## AVAILABLE DATA
»»

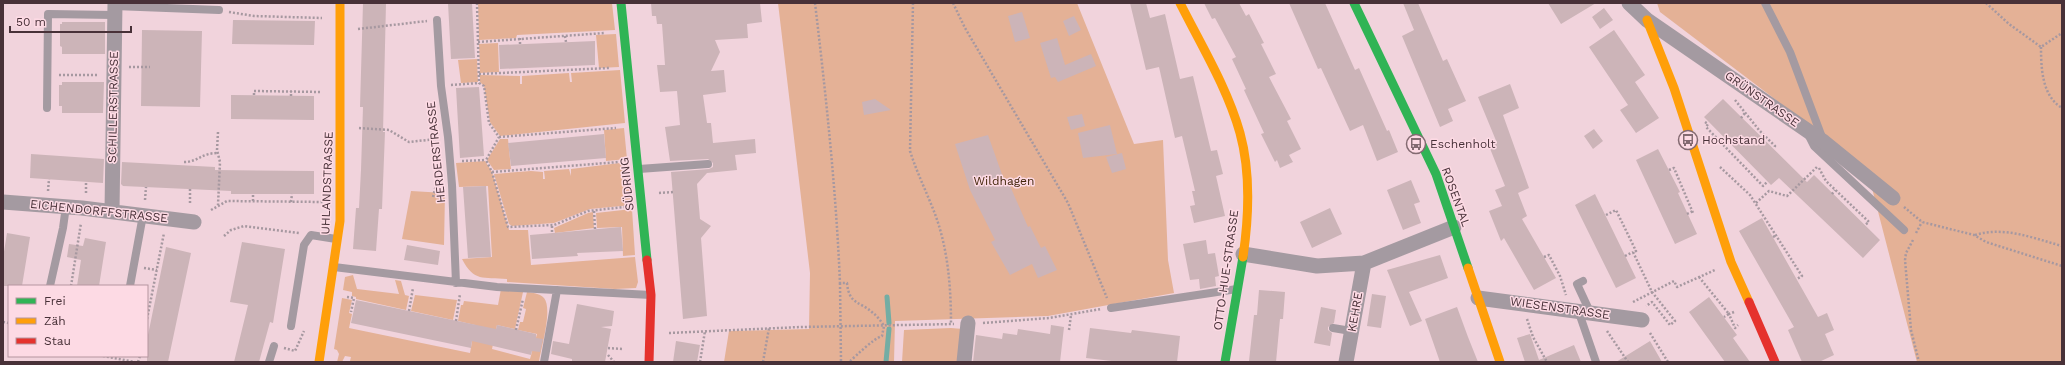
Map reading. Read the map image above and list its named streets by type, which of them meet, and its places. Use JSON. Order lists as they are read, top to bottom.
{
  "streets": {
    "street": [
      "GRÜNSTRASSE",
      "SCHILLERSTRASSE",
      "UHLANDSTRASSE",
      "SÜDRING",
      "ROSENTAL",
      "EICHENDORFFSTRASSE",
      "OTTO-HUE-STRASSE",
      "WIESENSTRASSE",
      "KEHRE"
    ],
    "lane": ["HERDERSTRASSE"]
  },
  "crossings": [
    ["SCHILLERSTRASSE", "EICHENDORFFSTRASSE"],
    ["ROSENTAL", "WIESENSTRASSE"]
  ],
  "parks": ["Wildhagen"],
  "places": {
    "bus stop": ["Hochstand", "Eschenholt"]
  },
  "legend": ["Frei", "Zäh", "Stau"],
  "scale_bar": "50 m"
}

««

Apart from the pictures, set down all the entries above exactly.

## ANSWER FOR THE TASK
Map reading. Read the map image above and list its named streets by type, which of them meet, and its places. Use JSON. Order lists as they are read, top to bottom.
{
  "streets": {
    "street": [
      "GRÜNSTRASSE",
      "SCHILLERSTRASSE",
      "UHLANDSTRASSE",
      "SÜDRING",
      "ROSENTAL",
      "EICHENDORFFSTRASSE",
      "OTTO-HUE-STRASSE",
      "WIESENSTRASSE",
      "KEHRE"
    ],
    "lane": ["HERDERSTRASSE"]
  },
  "crossings": [
    ["SCHILLERSTRASSE", "EICHENDORFFSTRASSE"],
    ["ROSENTAL", "WIESENSTRASSE"]
  ],
  "parks": ["Wildhagen"],
  "places": {
    "bus stop": ["Hochstand", "Eschenholt"]
  },
  "legend": ["Frei", "Zäh", "Stau"],
  "scale_bar": "50 m"
}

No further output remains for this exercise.